_THE PROBLEM_
Only the lines with the string "streetNames" are needed; return each of them from the entries below.

Stored items
- - -

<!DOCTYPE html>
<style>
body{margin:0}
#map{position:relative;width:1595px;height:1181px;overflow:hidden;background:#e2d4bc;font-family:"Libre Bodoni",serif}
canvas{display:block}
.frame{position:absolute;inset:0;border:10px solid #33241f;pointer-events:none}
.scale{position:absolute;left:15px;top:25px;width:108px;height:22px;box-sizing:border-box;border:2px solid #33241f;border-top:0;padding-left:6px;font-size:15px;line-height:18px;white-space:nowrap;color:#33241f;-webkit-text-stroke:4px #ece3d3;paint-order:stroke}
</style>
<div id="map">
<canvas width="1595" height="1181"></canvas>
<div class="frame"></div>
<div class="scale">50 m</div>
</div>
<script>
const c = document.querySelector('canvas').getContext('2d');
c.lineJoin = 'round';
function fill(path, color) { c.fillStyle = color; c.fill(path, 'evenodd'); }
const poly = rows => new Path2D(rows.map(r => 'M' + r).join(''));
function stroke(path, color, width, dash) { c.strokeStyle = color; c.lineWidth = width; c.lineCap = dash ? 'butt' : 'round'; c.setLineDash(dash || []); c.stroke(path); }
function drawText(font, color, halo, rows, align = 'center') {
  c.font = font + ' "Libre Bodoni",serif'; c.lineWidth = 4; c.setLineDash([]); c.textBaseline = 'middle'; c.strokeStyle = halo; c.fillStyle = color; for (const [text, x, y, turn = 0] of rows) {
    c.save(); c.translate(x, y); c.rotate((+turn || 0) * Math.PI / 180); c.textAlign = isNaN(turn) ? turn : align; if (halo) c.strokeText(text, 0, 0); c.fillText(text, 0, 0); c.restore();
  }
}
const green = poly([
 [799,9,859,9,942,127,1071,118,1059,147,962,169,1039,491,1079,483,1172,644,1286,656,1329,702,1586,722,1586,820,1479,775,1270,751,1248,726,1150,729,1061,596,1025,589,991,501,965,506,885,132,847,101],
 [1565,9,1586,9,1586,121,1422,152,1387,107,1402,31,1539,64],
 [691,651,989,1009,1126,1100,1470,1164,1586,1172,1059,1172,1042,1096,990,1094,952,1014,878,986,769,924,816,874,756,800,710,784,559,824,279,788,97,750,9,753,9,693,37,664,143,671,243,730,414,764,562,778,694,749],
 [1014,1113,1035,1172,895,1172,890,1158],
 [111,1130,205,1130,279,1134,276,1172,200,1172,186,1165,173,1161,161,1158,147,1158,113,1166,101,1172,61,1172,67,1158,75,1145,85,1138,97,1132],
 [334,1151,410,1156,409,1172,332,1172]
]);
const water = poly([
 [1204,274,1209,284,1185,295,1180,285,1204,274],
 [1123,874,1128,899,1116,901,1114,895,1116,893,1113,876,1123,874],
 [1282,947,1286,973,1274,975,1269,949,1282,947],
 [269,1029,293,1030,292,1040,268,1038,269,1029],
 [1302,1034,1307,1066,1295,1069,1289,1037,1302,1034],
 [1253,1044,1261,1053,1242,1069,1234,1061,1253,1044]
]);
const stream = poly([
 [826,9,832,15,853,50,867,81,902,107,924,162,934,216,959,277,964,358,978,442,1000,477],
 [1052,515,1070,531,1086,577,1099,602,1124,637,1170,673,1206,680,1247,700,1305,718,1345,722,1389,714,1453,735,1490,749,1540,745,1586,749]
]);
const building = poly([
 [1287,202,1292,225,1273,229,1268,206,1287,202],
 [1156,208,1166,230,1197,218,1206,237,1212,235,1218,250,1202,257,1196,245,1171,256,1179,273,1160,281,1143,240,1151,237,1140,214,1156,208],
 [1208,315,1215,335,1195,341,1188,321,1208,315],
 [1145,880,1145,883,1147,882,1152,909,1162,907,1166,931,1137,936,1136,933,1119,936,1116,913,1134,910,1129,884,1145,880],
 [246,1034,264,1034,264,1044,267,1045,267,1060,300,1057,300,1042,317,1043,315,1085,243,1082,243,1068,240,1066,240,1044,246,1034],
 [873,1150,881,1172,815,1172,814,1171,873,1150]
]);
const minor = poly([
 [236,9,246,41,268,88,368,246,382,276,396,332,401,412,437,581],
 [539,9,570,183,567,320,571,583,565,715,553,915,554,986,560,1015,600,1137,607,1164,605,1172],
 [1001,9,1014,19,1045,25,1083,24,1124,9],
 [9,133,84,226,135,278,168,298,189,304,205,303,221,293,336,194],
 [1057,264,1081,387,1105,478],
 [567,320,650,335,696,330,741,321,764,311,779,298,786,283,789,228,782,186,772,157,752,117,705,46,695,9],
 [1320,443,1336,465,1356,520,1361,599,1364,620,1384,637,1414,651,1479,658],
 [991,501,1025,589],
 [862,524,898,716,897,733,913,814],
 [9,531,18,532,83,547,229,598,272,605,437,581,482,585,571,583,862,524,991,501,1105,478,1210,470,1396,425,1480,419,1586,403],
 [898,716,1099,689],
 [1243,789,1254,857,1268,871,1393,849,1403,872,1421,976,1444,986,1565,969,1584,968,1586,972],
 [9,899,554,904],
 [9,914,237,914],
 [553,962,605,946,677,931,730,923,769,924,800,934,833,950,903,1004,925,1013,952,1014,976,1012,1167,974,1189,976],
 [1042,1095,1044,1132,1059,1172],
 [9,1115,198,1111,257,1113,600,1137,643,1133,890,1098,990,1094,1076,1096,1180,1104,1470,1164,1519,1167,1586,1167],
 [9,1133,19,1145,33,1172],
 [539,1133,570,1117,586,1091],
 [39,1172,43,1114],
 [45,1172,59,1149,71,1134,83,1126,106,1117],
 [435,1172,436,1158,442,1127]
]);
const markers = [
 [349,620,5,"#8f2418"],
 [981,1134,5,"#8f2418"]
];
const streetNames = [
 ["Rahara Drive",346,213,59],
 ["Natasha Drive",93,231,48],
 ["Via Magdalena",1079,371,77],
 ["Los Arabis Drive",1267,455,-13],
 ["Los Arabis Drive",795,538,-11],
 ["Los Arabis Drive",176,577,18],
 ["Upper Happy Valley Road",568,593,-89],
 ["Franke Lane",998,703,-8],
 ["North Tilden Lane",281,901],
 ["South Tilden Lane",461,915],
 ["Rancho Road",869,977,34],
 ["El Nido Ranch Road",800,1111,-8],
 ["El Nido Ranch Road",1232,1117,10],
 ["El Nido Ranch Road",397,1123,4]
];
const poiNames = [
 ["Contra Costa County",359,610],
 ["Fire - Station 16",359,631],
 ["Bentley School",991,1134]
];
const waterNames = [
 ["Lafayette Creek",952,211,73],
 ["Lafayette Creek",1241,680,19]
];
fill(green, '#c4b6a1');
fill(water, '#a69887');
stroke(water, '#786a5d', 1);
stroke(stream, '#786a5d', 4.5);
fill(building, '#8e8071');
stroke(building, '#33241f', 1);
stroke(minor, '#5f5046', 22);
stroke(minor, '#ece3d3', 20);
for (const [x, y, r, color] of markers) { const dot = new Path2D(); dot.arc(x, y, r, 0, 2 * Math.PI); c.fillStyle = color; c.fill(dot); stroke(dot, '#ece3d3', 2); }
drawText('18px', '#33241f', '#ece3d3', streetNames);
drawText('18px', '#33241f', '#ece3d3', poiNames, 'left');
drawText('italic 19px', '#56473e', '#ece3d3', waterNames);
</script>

- - -

_OUTPUT BELOW_
const streetNames = [
drawText('18px', '#33241f', '#ece3d3', streetNames);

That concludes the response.